---------- Data shown ----------

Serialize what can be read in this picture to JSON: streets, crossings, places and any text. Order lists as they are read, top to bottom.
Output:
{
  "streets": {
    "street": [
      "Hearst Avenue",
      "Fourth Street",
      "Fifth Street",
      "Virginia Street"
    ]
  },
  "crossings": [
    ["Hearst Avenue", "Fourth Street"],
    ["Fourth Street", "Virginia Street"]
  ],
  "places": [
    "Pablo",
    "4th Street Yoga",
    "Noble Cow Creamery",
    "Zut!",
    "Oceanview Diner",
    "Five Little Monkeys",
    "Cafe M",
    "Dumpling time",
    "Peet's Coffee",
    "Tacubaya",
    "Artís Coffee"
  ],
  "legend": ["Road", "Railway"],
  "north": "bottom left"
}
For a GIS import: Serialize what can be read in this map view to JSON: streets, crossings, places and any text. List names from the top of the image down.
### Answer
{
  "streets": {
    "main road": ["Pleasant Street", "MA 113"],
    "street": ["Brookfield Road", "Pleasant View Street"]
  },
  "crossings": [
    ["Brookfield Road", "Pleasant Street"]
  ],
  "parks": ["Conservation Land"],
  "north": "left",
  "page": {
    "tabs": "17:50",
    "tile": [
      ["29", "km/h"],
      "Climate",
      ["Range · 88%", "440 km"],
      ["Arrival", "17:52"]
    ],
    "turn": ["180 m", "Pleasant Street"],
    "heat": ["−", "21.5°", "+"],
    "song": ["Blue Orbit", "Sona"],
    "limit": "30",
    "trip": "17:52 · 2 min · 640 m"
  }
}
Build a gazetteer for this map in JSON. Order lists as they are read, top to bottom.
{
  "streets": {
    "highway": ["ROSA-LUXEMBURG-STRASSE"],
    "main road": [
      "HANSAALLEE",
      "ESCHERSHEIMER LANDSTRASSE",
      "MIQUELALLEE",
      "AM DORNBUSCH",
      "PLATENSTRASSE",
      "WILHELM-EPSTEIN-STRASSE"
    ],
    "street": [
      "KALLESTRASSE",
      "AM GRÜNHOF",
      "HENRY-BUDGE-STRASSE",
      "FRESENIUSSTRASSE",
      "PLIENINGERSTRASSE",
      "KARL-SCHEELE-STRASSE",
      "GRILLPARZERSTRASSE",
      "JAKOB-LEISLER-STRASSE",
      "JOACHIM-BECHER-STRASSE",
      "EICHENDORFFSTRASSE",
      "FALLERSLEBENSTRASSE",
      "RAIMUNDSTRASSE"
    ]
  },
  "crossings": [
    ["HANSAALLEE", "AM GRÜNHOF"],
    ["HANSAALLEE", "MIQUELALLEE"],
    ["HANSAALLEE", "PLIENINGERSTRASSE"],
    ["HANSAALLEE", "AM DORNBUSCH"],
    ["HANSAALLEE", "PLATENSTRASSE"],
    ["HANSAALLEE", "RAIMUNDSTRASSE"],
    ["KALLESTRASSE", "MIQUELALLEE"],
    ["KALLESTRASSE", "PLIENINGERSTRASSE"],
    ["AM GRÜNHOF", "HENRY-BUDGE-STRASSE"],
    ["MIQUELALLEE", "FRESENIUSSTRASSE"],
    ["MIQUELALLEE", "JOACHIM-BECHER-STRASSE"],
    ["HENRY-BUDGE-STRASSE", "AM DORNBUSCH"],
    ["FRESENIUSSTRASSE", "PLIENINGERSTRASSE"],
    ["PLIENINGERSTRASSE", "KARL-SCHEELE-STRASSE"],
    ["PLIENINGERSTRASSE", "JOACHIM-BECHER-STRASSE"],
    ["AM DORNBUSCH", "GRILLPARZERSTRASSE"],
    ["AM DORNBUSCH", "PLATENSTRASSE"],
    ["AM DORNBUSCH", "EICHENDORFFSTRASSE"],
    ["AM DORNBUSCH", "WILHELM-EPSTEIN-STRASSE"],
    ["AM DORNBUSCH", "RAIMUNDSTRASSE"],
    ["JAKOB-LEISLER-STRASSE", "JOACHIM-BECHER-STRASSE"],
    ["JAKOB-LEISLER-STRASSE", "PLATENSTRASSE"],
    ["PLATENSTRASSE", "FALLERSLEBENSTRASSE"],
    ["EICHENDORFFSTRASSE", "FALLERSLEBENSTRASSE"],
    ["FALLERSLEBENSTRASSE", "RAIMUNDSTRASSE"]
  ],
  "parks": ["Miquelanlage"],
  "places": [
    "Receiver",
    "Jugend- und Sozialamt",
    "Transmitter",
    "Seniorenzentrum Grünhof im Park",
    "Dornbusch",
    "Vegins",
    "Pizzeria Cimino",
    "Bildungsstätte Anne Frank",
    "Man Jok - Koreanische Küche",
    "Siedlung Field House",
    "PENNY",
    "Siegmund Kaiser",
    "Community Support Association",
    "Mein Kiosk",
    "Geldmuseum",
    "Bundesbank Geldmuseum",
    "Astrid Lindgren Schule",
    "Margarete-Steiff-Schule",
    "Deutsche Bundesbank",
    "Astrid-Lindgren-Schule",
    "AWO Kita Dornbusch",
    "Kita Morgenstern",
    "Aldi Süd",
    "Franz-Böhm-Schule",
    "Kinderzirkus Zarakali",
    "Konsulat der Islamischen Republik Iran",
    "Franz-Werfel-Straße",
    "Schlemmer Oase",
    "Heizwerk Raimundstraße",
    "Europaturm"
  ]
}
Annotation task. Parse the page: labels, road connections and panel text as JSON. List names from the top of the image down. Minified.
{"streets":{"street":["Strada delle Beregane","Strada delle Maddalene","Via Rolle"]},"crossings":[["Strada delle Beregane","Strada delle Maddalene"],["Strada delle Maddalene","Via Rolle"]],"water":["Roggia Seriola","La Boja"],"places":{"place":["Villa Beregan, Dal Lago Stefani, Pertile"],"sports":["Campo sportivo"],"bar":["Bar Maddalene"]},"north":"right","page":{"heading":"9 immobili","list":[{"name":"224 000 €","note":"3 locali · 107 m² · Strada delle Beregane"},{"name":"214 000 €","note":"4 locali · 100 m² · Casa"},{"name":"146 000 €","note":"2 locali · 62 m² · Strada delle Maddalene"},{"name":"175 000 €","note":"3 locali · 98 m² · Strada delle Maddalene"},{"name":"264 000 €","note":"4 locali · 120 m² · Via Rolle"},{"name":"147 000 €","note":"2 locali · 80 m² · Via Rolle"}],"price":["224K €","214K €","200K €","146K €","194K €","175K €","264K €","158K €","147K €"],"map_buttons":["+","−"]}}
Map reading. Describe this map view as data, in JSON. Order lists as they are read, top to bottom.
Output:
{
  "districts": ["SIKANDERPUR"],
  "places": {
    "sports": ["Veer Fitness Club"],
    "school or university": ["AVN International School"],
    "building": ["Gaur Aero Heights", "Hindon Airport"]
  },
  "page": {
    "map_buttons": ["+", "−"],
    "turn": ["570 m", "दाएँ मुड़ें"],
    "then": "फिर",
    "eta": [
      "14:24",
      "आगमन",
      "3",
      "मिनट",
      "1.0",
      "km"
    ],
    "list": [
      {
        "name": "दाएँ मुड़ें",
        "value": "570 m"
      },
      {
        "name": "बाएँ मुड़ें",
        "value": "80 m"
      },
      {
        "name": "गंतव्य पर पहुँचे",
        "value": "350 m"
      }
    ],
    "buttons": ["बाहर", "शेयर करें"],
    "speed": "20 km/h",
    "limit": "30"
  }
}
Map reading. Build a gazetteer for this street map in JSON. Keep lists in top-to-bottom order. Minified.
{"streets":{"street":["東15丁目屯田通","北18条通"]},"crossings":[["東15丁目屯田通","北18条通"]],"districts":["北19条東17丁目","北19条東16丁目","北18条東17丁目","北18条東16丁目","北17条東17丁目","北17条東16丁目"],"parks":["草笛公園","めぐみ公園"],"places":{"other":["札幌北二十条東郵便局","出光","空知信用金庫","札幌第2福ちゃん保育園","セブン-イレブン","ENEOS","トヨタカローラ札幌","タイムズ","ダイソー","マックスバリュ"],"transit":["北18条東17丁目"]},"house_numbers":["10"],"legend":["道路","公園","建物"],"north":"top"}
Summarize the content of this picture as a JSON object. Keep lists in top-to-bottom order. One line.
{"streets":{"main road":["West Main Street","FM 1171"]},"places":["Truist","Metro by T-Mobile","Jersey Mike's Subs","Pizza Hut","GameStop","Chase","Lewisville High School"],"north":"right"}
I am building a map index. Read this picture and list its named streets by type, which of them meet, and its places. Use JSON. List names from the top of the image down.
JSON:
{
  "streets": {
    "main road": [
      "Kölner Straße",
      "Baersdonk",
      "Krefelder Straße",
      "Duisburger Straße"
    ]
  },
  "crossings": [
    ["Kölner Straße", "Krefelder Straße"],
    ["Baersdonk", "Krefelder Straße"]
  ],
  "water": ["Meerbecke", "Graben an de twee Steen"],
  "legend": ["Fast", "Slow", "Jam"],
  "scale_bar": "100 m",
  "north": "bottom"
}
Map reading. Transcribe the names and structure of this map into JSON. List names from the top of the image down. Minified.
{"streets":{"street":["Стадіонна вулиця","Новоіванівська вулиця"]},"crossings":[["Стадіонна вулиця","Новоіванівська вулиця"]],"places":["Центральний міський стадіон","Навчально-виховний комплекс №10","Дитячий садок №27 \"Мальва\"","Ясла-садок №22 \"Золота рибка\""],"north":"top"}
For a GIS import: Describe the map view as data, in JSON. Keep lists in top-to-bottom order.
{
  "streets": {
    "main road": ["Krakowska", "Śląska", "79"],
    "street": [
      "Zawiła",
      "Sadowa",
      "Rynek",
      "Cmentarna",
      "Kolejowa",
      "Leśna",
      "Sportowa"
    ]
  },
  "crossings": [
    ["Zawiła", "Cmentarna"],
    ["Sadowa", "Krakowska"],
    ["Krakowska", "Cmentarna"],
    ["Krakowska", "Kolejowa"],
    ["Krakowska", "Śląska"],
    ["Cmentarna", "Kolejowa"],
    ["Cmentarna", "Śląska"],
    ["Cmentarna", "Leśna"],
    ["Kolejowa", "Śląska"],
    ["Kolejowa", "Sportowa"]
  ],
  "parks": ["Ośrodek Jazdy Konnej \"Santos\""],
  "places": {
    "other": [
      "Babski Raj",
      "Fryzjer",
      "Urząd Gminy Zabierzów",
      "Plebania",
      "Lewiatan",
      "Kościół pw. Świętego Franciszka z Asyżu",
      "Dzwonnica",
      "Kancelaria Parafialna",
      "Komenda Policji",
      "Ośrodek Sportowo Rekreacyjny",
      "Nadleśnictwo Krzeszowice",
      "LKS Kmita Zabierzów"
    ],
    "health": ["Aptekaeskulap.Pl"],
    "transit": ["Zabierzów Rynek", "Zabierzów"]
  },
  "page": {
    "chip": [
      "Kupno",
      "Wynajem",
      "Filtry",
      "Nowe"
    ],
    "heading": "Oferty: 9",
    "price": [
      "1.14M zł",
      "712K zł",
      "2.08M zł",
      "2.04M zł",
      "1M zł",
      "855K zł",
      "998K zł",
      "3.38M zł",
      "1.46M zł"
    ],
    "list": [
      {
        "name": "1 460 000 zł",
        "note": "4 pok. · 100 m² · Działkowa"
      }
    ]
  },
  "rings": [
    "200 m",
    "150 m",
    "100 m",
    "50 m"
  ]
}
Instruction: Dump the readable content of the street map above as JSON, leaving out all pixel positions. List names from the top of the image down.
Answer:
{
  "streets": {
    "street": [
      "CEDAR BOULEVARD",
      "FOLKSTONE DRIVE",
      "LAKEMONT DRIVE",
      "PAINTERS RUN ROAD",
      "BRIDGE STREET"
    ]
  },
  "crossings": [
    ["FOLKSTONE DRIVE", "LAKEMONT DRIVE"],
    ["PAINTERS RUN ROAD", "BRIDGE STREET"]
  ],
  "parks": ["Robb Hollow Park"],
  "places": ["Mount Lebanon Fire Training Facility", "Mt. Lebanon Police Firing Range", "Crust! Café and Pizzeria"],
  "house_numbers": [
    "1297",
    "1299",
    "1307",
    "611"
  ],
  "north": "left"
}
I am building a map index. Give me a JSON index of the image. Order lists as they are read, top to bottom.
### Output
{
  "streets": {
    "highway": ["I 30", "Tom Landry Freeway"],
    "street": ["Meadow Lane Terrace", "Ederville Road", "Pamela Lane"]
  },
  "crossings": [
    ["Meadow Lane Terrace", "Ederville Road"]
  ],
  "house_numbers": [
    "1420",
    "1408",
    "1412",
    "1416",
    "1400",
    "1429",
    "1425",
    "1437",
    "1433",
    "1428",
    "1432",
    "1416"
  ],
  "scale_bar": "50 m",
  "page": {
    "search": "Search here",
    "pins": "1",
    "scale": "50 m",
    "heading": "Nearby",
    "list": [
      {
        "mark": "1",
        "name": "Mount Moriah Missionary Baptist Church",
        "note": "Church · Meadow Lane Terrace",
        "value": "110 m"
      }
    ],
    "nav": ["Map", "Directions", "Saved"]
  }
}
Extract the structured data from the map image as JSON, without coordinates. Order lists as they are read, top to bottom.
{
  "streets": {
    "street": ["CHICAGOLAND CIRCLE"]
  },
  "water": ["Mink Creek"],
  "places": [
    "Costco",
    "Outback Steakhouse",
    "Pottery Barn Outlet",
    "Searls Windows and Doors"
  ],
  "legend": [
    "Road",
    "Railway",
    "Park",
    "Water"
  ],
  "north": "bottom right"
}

----------

§ Work item: Find the word "Cmentarna" in the material, then list each line that holds it.

§ Task answer:
      "Cmentarna",
    ["Zawiła", "Cmentarna"],
    ["Krakowska", "Cmentarna"],
    ["Cmentarna", "Kolejowa"],
    ["Cmentarna", "Śląska"],
    ["Cmentarna", "Leśna"],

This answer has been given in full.